Uyandığımda nerede olduğum hakkında hiçbir fikrim yoktu. Evime benzer bir yerdeydim ama evim değildi, iyice etrafıma bakındım olduğum yer odamı andırıyordu ama kesinlikle odam değildi. Sanki daha moderndi, daha hayat doluydu ve bu özellikleri odanın havasını değiştiriyordu. Odada durdukça mutlu oluyordu sanki insan.
Başta rüyada olduğumu düşündüm daha doğrusu rüyada olduğumu kendime inandırdım çünkü tırsmaya başlamıştım. Bu normal değildi odamdaydım ama sanki başka bir evrendeki odamdaydım. Odama baktığımda tanımlayamadığım cisimler gördüğümü hatırlıyorum ama buna kafa yormamıştım, şu an için önemli olan nerede olduğumu anlamaktı eğer bunu anlayamazsam kafayı yiyecektim çünkü.
Yatağımdan kalktım ve odamın kapısına doğru ilerlemeye başladım. Tam o an aklıma bunu annemin yapmış olabileceği geldi aklıma. Kesinlikle bu onun işi olmalıydı yoksa başka bir mantıklı açıklamam olmayacaktı. Yolumu değiştirip dolabıma gittim, dolabımı açtığımda sadece beni tulumlar karşıladı ne bir elbise ne de bir etek vardı ve beni bilen bilir ben etek veya elbise dışında bir şey giyinmezdim. Hemen üzerime en bolundan bir tulum geçirdim ve annemin de yanına gittim.

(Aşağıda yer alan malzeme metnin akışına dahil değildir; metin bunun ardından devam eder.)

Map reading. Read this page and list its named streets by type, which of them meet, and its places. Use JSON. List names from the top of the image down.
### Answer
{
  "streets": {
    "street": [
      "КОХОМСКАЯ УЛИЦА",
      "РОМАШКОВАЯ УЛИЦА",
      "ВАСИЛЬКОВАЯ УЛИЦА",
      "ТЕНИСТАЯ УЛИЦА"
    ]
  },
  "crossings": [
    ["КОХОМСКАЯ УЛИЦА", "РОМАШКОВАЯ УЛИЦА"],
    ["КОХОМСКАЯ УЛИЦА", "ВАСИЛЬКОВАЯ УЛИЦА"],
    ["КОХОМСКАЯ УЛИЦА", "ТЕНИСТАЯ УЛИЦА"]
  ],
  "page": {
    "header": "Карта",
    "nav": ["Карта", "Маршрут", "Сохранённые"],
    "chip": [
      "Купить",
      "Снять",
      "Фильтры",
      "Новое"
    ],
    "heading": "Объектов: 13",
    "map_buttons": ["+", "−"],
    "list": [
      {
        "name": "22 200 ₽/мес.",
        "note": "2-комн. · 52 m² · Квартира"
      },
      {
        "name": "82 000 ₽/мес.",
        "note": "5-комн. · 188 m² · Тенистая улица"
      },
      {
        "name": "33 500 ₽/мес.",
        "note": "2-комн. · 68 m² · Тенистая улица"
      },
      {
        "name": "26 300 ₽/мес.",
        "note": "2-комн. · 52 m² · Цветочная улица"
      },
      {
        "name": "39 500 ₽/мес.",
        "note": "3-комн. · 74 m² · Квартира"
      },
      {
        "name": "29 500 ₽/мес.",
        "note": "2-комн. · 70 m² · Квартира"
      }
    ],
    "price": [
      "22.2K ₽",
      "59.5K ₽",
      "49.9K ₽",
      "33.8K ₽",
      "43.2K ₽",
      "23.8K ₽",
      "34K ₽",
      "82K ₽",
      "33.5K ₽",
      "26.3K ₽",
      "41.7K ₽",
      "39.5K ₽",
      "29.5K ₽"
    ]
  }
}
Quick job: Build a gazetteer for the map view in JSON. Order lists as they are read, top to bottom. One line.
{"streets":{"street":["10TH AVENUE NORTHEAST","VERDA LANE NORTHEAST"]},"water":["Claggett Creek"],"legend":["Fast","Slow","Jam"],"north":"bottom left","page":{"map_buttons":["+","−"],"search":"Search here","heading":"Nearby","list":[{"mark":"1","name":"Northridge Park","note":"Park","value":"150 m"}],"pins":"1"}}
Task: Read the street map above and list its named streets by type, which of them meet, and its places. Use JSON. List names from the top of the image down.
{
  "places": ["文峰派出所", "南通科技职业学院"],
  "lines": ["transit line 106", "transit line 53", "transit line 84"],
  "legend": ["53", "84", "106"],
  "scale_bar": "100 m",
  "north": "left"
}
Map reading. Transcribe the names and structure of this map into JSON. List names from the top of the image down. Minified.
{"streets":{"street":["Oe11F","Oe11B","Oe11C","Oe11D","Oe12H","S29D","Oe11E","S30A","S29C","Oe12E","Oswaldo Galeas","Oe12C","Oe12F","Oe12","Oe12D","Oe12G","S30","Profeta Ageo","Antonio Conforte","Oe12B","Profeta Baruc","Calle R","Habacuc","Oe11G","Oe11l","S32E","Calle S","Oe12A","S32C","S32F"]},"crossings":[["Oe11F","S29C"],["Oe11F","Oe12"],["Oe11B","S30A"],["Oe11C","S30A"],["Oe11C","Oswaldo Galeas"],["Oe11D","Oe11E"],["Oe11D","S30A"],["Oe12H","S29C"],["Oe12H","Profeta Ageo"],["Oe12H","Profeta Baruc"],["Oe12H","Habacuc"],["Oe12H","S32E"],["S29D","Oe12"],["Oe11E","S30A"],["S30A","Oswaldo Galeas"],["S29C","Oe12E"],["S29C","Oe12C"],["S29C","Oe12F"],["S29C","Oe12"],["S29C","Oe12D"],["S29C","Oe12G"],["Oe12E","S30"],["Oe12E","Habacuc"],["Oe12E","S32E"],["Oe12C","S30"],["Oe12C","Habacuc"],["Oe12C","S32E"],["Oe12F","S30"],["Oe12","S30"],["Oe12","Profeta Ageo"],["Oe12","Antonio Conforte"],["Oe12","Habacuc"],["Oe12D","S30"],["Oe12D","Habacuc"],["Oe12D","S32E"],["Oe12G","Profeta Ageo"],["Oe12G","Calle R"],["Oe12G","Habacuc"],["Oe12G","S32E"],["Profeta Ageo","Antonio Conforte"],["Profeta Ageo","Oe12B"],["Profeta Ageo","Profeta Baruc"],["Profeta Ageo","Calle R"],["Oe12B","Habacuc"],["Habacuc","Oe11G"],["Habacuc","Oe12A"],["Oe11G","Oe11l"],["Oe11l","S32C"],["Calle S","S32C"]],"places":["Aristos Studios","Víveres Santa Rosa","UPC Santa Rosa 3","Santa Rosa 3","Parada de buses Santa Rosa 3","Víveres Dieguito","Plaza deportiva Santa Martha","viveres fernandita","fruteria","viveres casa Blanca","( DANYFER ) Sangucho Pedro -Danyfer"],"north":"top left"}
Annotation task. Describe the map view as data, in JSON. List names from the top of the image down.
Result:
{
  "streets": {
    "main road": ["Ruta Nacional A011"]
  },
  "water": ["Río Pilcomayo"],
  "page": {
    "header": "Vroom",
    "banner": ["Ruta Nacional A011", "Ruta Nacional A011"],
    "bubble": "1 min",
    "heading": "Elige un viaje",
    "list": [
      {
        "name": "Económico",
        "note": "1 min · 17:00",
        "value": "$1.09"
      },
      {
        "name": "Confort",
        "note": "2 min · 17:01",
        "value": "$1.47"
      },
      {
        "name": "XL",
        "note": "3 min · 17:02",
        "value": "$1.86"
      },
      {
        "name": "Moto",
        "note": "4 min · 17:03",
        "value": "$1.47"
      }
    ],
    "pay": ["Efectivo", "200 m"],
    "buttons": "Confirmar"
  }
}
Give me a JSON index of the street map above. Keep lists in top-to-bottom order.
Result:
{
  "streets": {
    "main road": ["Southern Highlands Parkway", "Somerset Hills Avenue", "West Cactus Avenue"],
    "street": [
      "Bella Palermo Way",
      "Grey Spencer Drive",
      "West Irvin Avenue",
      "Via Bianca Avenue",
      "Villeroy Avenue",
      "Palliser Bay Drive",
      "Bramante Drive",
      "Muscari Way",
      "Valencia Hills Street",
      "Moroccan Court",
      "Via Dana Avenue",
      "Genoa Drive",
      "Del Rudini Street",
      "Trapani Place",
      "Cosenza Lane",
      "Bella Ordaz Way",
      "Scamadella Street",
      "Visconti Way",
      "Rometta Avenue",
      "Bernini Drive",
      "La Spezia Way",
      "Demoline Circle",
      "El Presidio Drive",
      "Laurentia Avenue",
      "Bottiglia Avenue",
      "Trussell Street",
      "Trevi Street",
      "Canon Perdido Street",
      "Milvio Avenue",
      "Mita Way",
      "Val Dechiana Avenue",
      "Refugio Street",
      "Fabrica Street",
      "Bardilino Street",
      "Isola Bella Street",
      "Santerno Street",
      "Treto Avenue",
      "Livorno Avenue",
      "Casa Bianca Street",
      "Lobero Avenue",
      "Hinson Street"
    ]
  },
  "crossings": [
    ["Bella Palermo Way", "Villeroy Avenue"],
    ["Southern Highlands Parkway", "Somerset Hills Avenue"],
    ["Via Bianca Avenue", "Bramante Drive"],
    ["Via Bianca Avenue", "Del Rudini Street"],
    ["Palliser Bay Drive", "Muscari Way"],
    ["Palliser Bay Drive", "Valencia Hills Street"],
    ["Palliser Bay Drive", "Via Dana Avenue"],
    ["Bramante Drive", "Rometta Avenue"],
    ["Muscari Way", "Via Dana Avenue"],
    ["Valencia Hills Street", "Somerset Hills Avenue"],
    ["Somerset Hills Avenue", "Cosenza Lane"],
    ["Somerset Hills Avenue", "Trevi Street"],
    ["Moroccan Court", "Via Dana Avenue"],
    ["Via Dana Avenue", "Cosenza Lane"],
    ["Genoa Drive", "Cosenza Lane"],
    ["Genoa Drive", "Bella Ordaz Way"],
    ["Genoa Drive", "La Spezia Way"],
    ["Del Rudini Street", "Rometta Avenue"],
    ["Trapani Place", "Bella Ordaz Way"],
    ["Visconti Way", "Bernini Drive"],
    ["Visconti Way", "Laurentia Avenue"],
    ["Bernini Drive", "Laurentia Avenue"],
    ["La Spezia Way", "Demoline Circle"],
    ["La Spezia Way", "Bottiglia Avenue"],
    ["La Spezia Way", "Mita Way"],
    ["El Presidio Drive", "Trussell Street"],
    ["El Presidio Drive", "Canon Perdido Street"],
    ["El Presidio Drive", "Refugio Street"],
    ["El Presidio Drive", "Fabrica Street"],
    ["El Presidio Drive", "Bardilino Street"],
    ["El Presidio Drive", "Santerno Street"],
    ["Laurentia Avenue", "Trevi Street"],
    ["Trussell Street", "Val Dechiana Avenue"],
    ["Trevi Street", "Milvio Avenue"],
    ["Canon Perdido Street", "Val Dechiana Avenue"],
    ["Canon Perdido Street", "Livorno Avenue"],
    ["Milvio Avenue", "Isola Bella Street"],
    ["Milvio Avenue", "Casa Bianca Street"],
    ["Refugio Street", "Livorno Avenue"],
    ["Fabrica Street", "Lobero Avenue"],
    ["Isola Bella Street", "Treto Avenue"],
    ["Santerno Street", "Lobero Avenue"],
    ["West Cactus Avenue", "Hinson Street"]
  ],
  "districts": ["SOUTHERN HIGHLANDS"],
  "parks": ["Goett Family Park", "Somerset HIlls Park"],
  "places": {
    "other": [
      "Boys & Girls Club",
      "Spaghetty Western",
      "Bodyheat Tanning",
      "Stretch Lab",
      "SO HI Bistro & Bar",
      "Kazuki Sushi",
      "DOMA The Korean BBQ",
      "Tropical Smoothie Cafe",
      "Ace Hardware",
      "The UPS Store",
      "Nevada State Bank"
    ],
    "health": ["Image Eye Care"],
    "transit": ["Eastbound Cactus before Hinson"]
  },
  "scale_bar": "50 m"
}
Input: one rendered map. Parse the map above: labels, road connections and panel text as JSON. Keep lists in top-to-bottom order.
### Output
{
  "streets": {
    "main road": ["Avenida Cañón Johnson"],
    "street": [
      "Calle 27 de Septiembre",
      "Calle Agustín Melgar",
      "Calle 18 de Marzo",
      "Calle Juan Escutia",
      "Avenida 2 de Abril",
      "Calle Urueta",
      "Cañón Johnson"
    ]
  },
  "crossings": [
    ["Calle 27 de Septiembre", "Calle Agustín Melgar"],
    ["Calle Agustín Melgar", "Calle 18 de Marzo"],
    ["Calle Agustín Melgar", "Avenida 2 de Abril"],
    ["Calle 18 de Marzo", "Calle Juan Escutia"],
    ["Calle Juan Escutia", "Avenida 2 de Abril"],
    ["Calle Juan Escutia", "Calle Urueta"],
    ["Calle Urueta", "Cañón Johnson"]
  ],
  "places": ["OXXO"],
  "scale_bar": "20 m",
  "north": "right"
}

Mutfağa girdiğim de gözlerime inanamadım. Bir robot vardı ama ne mutfak robotuydu bu ne de herhangi bir makine bildiğiniz yürüyen insan boyutunda bir robot. Bir çığlık kopartıp odama doğru koştum ve kapıyı belki de otuz beş defa kilitledim. Gözyaşlarımı zor tutuyordum. Ben neredeydim o robot da neyin nesiydi ya da annem neredeydi, bu soruların cevabına o kadar ihtiyacım vardı ki anlatamam.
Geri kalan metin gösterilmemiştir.